| Stored items |
= = = = =

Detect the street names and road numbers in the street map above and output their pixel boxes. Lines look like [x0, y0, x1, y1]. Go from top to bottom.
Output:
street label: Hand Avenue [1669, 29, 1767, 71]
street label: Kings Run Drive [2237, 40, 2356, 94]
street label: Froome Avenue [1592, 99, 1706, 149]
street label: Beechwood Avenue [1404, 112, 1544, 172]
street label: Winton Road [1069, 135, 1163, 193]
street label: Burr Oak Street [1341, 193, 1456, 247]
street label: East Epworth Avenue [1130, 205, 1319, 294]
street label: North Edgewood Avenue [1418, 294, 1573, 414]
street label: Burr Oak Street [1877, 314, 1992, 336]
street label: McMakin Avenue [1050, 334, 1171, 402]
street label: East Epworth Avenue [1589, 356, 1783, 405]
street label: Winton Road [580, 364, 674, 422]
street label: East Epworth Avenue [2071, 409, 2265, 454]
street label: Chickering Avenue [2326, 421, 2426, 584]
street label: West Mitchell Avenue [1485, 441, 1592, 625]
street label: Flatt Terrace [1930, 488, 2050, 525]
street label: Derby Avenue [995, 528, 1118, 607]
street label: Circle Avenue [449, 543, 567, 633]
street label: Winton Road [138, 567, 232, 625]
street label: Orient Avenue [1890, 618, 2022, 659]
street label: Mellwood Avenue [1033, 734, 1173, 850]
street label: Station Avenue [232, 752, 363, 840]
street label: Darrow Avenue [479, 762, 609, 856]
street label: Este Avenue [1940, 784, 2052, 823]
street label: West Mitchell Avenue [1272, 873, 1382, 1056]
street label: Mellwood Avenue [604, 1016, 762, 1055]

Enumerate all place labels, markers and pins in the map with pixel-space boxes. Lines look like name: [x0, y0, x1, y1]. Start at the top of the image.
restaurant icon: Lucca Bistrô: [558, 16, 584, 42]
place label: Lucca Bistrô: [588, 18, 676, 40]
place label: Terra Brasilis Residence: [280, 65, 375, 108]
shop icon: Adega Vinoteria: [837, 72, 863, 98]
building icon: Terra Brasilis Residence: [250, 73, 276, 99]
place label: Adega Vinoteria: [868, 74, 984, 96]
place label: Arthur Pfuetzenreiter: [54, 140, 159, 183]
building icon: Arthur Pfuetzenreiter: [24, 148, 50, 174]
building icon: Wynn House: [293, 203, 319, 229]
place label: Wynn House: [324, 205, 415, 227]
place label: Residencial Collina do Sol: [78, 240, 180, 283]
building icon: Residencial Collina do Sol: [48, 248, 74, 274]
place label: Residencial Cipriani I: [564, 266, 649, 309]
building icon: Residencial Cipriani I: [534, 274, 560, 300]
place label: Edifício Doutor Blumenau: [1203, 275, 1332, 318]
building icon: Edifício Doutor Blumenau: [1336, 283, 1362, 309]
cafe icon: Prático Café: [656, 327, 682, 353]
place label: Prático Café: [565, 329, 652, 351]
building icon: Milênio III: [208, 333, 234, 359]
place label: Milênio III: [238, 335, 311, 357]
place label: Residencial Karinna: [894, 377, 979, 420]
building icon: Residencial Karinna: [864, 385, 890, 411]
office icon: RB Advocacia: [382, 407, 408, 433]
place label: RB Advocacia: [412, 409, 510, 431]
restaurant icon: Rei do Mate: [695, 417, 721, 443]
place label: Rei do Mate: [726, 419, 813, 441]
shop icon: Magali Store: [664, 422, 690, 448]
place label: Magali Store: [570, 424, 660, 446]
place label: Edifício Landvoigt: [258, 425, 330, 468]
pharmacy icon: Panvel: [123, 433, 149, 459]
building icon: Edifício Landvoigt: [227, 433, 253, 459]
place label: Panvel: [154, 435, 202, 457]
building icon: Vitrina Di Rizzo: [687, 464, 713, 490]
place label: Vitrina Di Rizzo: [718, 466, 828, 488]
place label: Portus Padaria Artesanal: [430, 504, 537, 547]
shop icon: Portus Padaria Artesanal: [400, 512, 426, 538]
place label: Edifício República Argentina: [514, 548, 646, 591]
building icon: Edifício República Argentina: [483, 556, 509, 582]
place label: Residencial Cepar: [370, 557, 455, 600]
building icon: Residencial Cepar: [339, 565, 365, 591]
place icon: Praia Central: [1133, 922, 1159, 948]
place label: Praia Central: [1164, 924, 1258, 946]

= = = = =

Using the data above, tally each line that has the string "Magali" and report only the sum.

| Reply |
2